MONDAY, Nov. 17, 2003 (HealthDayNews) -- Women with a history of nonmelanoma skin cancer have a greater risk for other cancers, says a U.S. study.
The study also found black women who've had nonmelanoma skin cancer have a much greater risk of developing other cancers than white women with a history of nonmelanoma skin cancer.
The study, published online Nov. 17, appears in the Jan. 1 issue of Cancer. The study was done by a team of researchers led by Dr. Carol A. Rosenberg of Evanston-Northwestern Healthcare and Northwestern University's Feinberg School of Medicine.

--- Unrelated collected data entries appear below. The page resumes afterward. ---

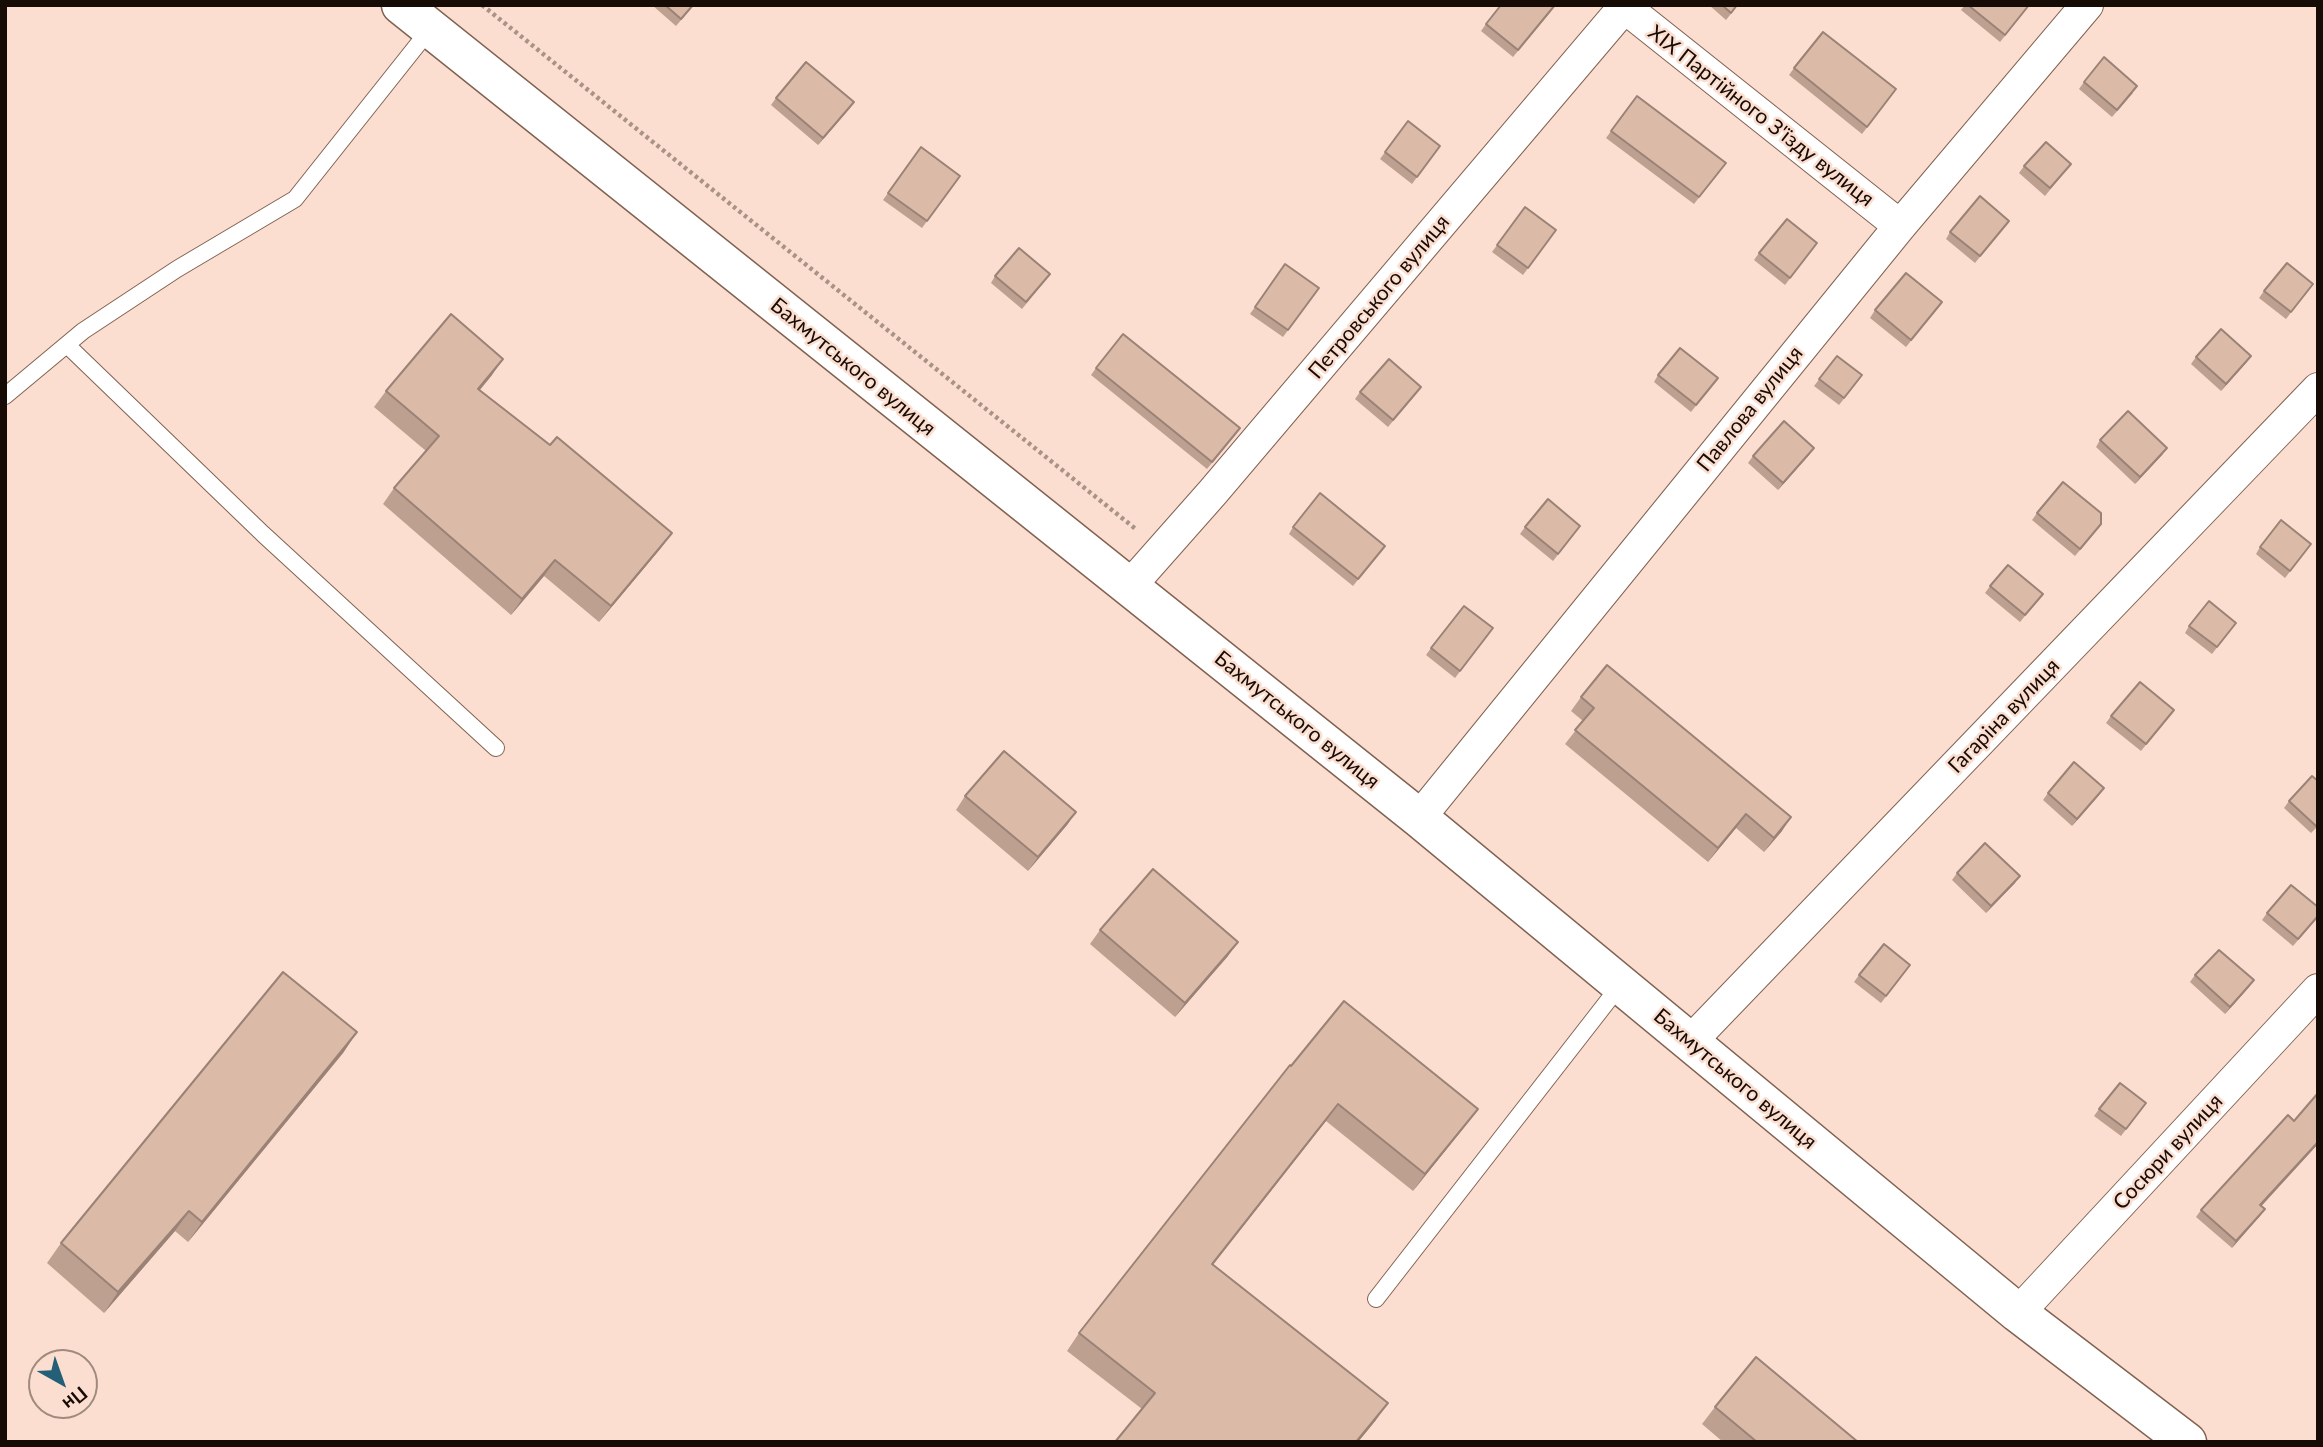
<!DOCTYPE html>
<html>
<head>
<meta charset="utf-8">
<style>
  body { margin:0 }
  #map { position:relative; width:2323px; height:1447px; overflow:hidden; background:#fbdecf; font-family:Lato,sans-serif }
  canvas { display:block }
  .frame { position:absolute; inset:0; border:7px solid #160b05; pointer-events:none }
  .north { position:absolute; left:28px; top:1349px; width:70px; height:70px; box-sizing:border-box; background:#fbdecf; border:2px solid #9f8a7e; border-radius:50%; rotate:140deg; font-size:19px; font-weight:700; line-height:28px; text-align:center; color:#160b05 }
  .north::after { content:''; display:block; margin:auto; width:24px; height:32px; background:#235f77; clip-path:polygon(50% 0,100% 100%,50% 72%,0 100%) }
</style>
</head>
<body>
<div id="map">
<canvas width="2323" height="1447"></canvas>
<div class="frame"></div>
<div class="north">Пн</div>
</div>
<script>
const ctx = document.querySelector('canvas').getContext('2d');
ctx.lineJoin = 'round';
function trace(path, color, width, dash) { ctx.strokeStyle = color; ctx.lineWidth = width; ctx.lineCap = dash ? 'butt' : 'round'; ctx.setLineDash(dash || []); ctx.stroke(path); }
function fillPath(path, color) { ctx.fillStyle = color; ctx.fill(path, 'evenodd'); }
function drawText(font, color, halo, rows, align = 'center') {
  ctx.font = font + ' Lato,sans-serif'; ctx.lineWidth = 5; ctx.setLineDash([]); ctx.textBaseline = 'middle'; ctx.strokeStyle = halo; ctx.fillStyle = color; for (const [text, x, y, turn = 0] of rows) {
    ctx.save(); ctx.translate(x, y); ctx.rotate((+turn || 0) * Math.PI / 180); ctx.textAlign = isNaN(turn) ? turn : align; if (halo) ctx.strokeText(text, 0, 0); ctx.fillText(text, 0, 0); ctx.restore();
  }
}
const path = new Path2D(`
  M482,5L1137,530`);
const service = new Path2D(`
  M67,345L263,534L496,748
  M5,396L83,331L177,269L295,199L430,29
  M1376,1299L1621,984`);
const minor = new Path2D(`
  M1622,5L1900,226
  M1129,587L1213,492L1626,5
  M1419,818L1900,226L2087,5
  M1690,1042L2318,389
  M2018,1313L2318,990`);
const secondary = new Path2D(`
  M401,5L1419,818L2018,1313L2187,1442`);
const wall = new Path2D(`
  M652,5H694L676,26Z
  M1709,5H1738L1726,20Z
  M1965,5H2030L2000,42L1961,10Z
  M1552,10L1513,57L1481,31L1486,24Z
  M1794,68L1891,96L1862,134L1789,75Z
  M2084,82L2133,93L2112,117L2079,89Z
  M1637,96L1726,163L1694,204L1606,138Z
  M776,98L849,109L818,145L771,105Z
  M1408,121L1440,146L1412,184L1380,159Z
  M921,147L960,176L922,228L883,200Z
  M2071,164L2045,196L2019,173L2024,166Z
  M1525,207L1556,230L1523,275L1492,252Z
  M2009,221L1975,263L1946,239L1950,232Z
  M1817,243L1785,285L1754,260L1759,253Z
  M1285,264L1319,288L1283,337L1250,314Z
  M995,276L1045,281L1022,309L991,283Z
  M2313,284L2286,319L2259,298L2264,291Z
  M1937,309L1906,347L1870,318L1875,310Z
  M1837,356L1857,382L1839,405L1814,386Z
  M2251,356L2221,391L2191,364L2196,357Z
  M1096,368L1235,435L1207,469L1091,375Z
  M492,375L480,390L550,445L672,533L660,549L599,622L544,576L511,615L383,504L394,488L426,451L374,407L386,391Z
  M1658,375L1718,378L1691,412L1654,382Z
  M1360,392L1416,394L1388,427L1355,399Z
  M2100,440L2167,448L2162,455L2135,484L2096,447Z
  M1809,455L1778,490L1748,463L1753,456Z
  M2037,513L2096,531L2075,556L2032,520Z
  M1293,527L1385,546L1353,586L1289,534Z
  M1525,527L1575,533L1553,561L1520,534Z
  M2260,547L2306,551L2285,578L2256,554Z
  M1990,586L2043,594L2020,622L1985,593Z
  M2236,623L2212,654L2185,633L2189,626Z
  M1493,628L1455,678L1426,655L1431,648Z
  M1581,697L1782,831L1764,852L1736,828L1708,862L1565,744L1583,721L1571,711Z
  M2174,710L2141,751L2106,723L2111,716Z
  M2048,793L2099,795L2072,826L2043,800Z
  M965,796L1076,812L1067,825L1028,871L956,810Z
  M2289,801L2318,826L2311,833L2284,808Z
  M1957,873L2015,883L1986,913L1952,880Z
  M2267,913L2318,917L2293,946L2262,920Z
  M1100,930L1228,956L1175,1017L1090,944Z
  M1905,972L1881,1003L1854,982L1859,975Z
  M2195,975L2249,987L2225,1014L2190,982Z
  M357,1032L343,1053L188,1242L175,1231L104,1313L47,1263L61,1243Z
  M1290,1065L1465,1126L1413,1191L1326,1121L1213,1265L1376,1420L1358,1442H1115L1142,1409L1067,1351L1079,1333Z
  M2318,1093V1144L2261,1206L2265,1209L2232,1248L2196,1217L2201,1210L2294,1121Z
  M2146,1103L2121,1136L2094,1116L2099,1109Z
  M1715,1407L1858,1442H1723L1702,1424Z`);
const shadedWall = new Path2D(`
  M854,102L849,109L818,145L823,138Z
  M2251,356L2246,363L2221,391L2226,384Z
  M503,359L492,375L467,405L478,389Z
  M1814,448L1809,455L1778,490L1783,483Z
  M2167,448L2162,455L2135,484L2140,477Z
  M672,533L660,549L599,622L611,606Z
  M555,560L544,576L511,615L522,599Z
  M2104,788L2099,795L2072,826L2077,819Z
  M1076,812L1067,825L1028,871L1038,857Z
  M1746,814L1736,828L1708,862L1718,848Z
  M1791,817L1782,831L1764,852L1774,838Z
  M2020,876L2015,883L1986,913L1991,906Z
  M1238,942L1228,956L1175,1017L1185,1003Z
  M2254,980L2249,987L2225,1014L2230,1007Z
  M357,1032L343,1053L188,1242L202,1222Z
  M1338,1104L1326,1121L1200,1281L1212,1264Z
  M1478,1109L1465,1126L1413,1191L1425,1174Z
  M2318,1142V1144L2256,1212L2260,1205Z
  M2265,1209L2260,1216L2232,1248L2236,1241Z
  M189,1211L175,1231L104,1313L118,1292Z
  M1388,1403L1376,1420L1358,1442H1356Z`);
const building = new Path2D(`
  M665,5H693L681,19Z
  M1501,5H1555L1518,50L1486,24Z
  M1722,5H1737L1731,13Z
  M1968,5H2029L2005,35Z
  M1823,32L1896,89L1867,127L1794,68Z
  M2104,57L2137,86L2117,110L2084,82Z
  M806,62L854,102L823,138L776,98Z
  M1637,96L1726,163L1699,197L1611,131Z
  M1408,121L1440,146L1417,177L1385,152Z
  M2046,142L2071,164L2050,188L2024,166Z
  M921,147L960,176L927,221L888,193Z
  M1980,196L2009,221L1980,256L1950,232Z
  M1525,207L1556,230L1528,268L1497,245Z
  M1787,219L1817,243L1790,278L1759,253Z
  M1019,248L1050,274L1026,302L995,276Z
  M2287,263L2313,284L2291,312L2264,291Z
  M1285,264L1319,288L1288,330L1255,307Z
  M1906,273L1942,302L1911,340L1875,310Z
  M451,314L503,359L478,389L550,445L557,437L672,533L611,606L555,560L522,599L394,488L439,436L386,391Z
  M2221,329L2251,356L2226,384L2196,357Z
  M1123,334L1240,428L1212,462L1096,368Z
  M1680,348L1718,378L1696,405L1658,375Z
  M1837,356L1862,375L1844,398L1819,379Z
  M1389,359L1421,387L1393,420L1360,392Z
  M2128,411L2167,448L2140,477L2100,440Z
  M1784,421L1814,448L1783,483L1753,456Z
  M2063,482L2101,513V524L2080,549L2037,513Z
  M1320,493L1385,546L1358,579L1293,527Z
  M1548,499L1580,526L1558,554L1525,527Z
  M2281,520L2311,544L2290,571L2260,547Z
  M2008,565L2043,594L2025,615L1990,586Z
  M2209,601L2236,623L2217,647L2189,626Z
  M1464,606L1493,628L1460,671L1431,648Z
  M1607,665L1791,817L1774,838L1746,814L1718,848L1575,730L1594,708L1581,697Z
  M2140,682L2174,710L2146,744L2111,716Z
  M1004,751L1076,812L1038,857L965,796Z
  M2074,762L2104,788L2077,819L2048,793Z
  M2312,776L2318,781V824L2316,826L2289,801Z
  M1985,843L2020,876L1991,906L1957,873Z
  M1153,869L1238,942L1185,1003L1100,930Z
  M2291,885L2318,907V916L2298,939L2267,913Z
  M1884,944L1910,965L1886,996L1859,975Z
  M2219,950L2254,980L2230,1007L2195,975Z
  M283,972L357,1032L202,1222L189,1211L118,1292L61,1243Z
  M1344,1001L1478,1109L1425,1174L1338,1104L1212,1264L1388,1403L1356,1442H1115L1155,1393L1079,1333L1290,1065L1291,1066Z
  M2120,1083L2146,1103L2126,1129L2099,1109Z
  M2318,1093V1142L2260,1205L2265,1209L2236,1241L2201,1210L2288,1115L2294,1121Z
  M1756,1357L1858,1442H1757L1715,1407Z`);
const streetNames = [
  ["XIX Партійного З'їзду вулиця",1761,116,38],
  ["Петровського вулиця",1379,297,-50],
  ["Бахмутського вулиця",853,367,39],
  ["Павлова вулиця",1750,409,-51],
  ["Гагаріна вулиця",2004,716,-46],
  ["Бахмутського вулиця",1297,720,39],
  ["Бахмутського вулиця",1735,1079,40],
  ["Сосюри вулиця",2168,1152,-47]
];
trace(service, '#816252', 18);
trace(minor, '#816252', 34);
trace(secondary, '#816252', 41);
trace(path, '#a99286', 4.5, [3.5, 3.5]);
trace(service, '#fff', 16);
trace(minor, '#fff', 32);
trace(secondary, '#fff', 38);
fillPath(wall, '#bda090');
fillPath(shadedWall, '#9a8276');
fillPath(building, '#dcbaa8');
trace(building, '#9a8276', 2);
drawText('21px', '#160b05', '#fbdecf', streetNames);
</script>
</body>
</html>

Nonmelanoma cancers such as basal cell or squamous cell carcinomas are common in the United States. Patients with these cancers usually have a favorable prognosis.
The study found women with a history of nonmelanoma skin cancer are more than twice as likely to develop other cancers, regardless of ethnicity, age, socioeconomic background, smoking status or other lifestyle factors.
It also found black women with a history of nonmelanoma skin cancer were more than seven times more likely to develop a second cancer than other black women. Black women who've had nonmelanoma skin cancer were also at greater risk for a second cancer than white women with nonmelanoma skin cancer.
"This cross-sectional study, undertaken in a large, ethnically diverse and clinically well-characterized sample, supports an association between history of nonmelanoma skin cancer and history of other cancers in women," the study authors write.